Uma vantagem imediata da utilização destes modelos para a compreensão dos comportamentos de risco e prevenção do HIV/SIDA prendeu-se com o facto de ter permitido ultrapassar uma abordagem relativamente frequente nos primeiros anos do seu estudo, focada em conceptualizações informais e a posteriori.

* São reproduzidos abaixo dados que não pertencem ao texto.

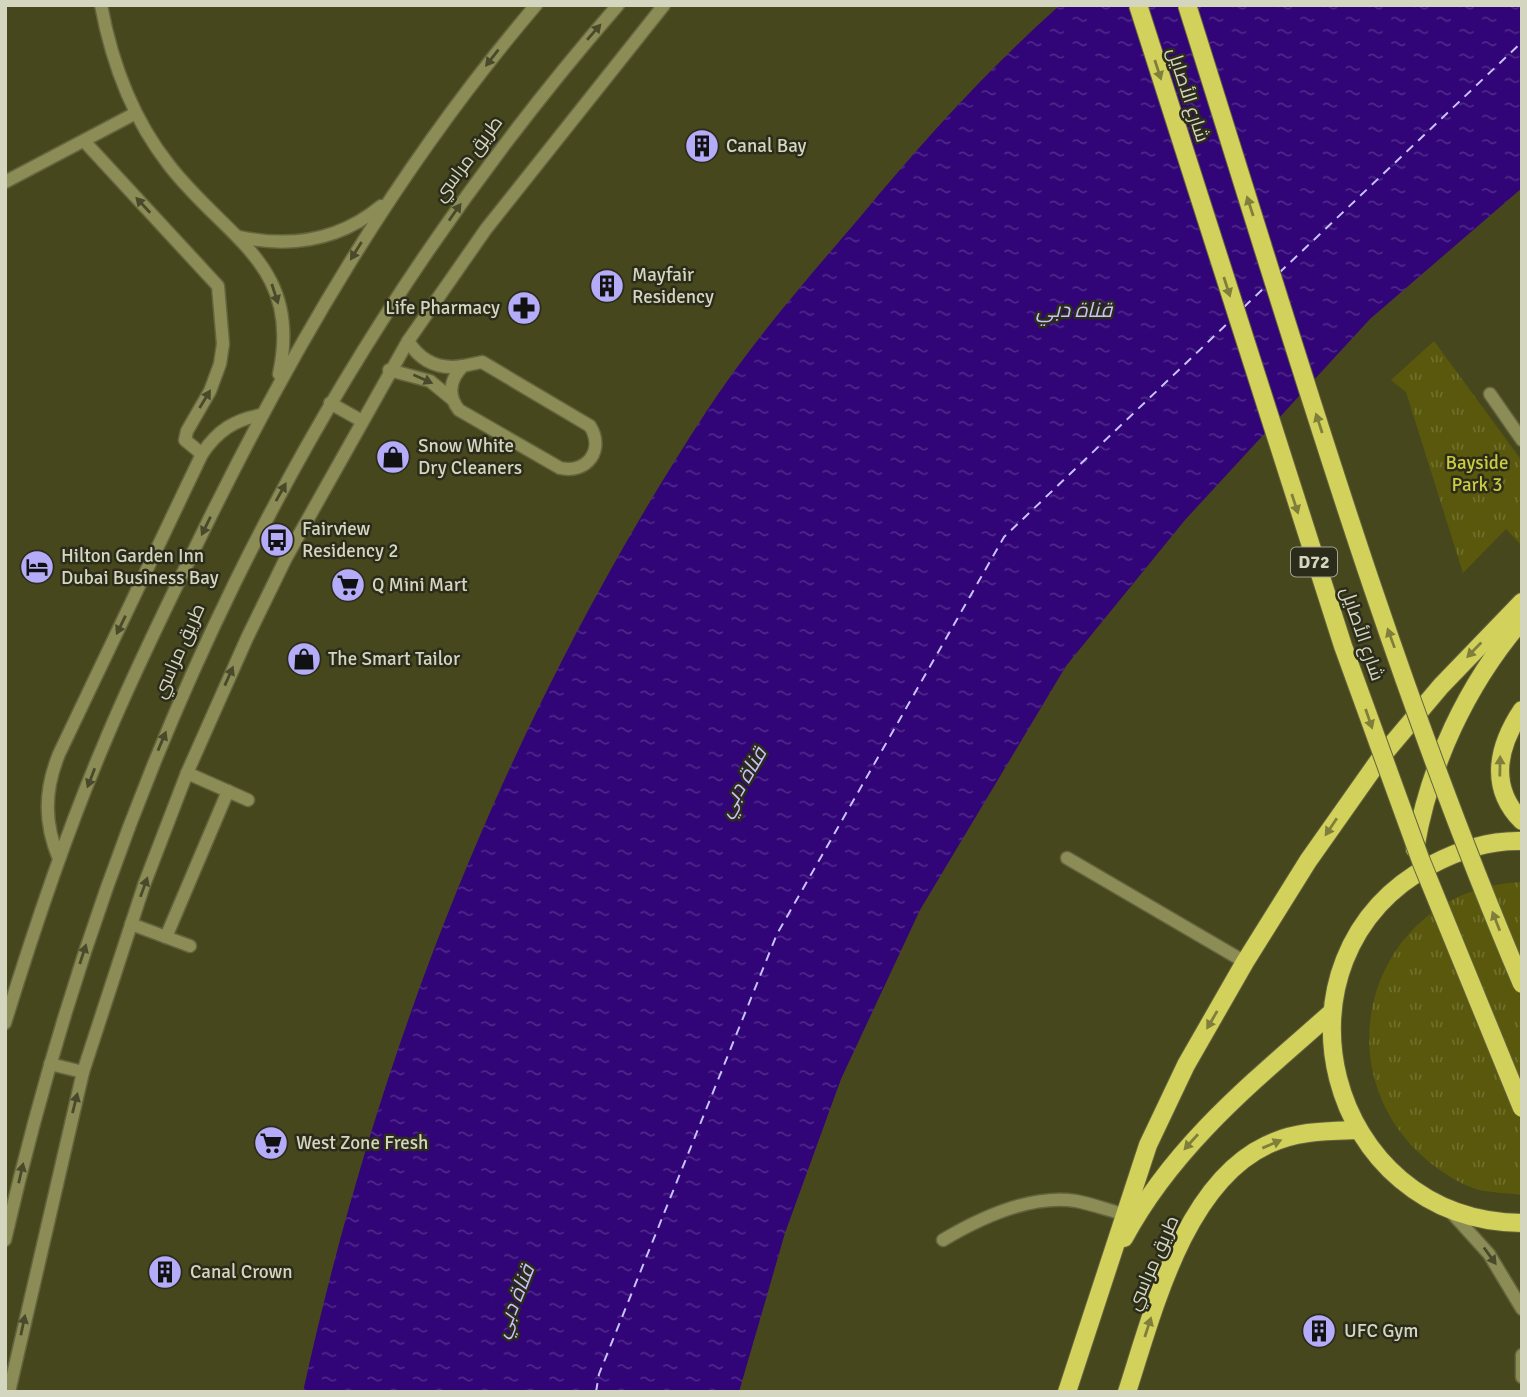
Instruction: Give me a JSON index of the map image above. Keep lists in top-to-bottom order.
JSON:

Estas, raramente eram movidas pela aplicação de teorias psicológicas formais que ajudassem a identificar com maior precisão os factores envolvidos e os elementos da intervenção conducentes à mudança dos comportamentos sexuais de risco (Fisher e Fisher, 1992; Fisher, Fisher e Rye, 1995).

A investigação orientada pelas teorias permitiu não só realizar uma triagem das variáveis mais importantes para o comportamento de prevenção - apesar de persistirem dúvidas quanto aos modelos e/ou variáveis mais adequadas para a adopção do comportamento preventivo face à saúde (Conner e Norman, 1996; Weinstein, 1993) - mas também desenvolver intervenções mais específicas, em alternativa à focalização no conhecimento da doença enquanto prevenção. Esta nova abordagem possibilitou um avanço face às intervenções que se limitavam a apresentar informação e que se baseavam em variáveis dispersas (Abraham e Sheeran, 1993; Conner e Norman, 1996).

Na posse desta informação foi possível, mais tarde, conceptualizar modelos especificamente dedicados à infecção pelo HIV/SIDA e explorar variáveis alternativas. As principais variáveis detectadas no âmbito destes modelos revelaram a importância para o uso do preservativo das atitudes, normas sociais, percepção de auto-eficácia, competências de comunicação, obstáculos e benefícios das medidas protectoras e intenções comportamentais. Permitiram, igualmente, discriminar o papel menos importante do conhecimento sobre a doença, da percepção da ameaça (i.e. percepção de vulnerabilidade, percepção da gravidade da doença e preocupação pela infecção) e das variáveis demográficas para o uso do preservativo (Sheeran et al., 1999; Sheeran e Taylor, 1999).

Nos últimos anos, tem aumentado a consciência da imagem parcial dos determinantes dos comportamentos sexuais de risco fornecida pelas teorias e modelos referidos (Abraham e Sheeran, 1993; Marín, 1996; Norman e Conner, 1996), pelo que têm vindo a ser sugeridos modelos interactivos e menos individuais que incluam variáveis pessoais, interpessoais e situacionais e que devem estar na base do desenvolvimento dos programas de intervenção futuros.

Em síntese, a aplicação de modelos sócio-cognitivos nas intervenções para a promoção do uso do preservativo permitiu um avanço importante face à simples difusão de informação e mudanças ao nível das crenças e atitudes face à SIDA. Esta aplicação ajudou a clarificar o papel de outras variáveis cognitivas e motivacionais (e.g., percepção de vulnerabilidade, percepção de auto-eficácia, relação entre ameaça percebida e estratégias para lidar com ela) e ainda, comportamentais (e.g., competências de negociação e comunicação interpessoal). A consciência do carácter interactivo da protecção sexual e dos contextos culturais e situacionais onde a protecção ocorre tem incentivado à exploração de novas variáveis e à sua inclusão nos programas de intervenção.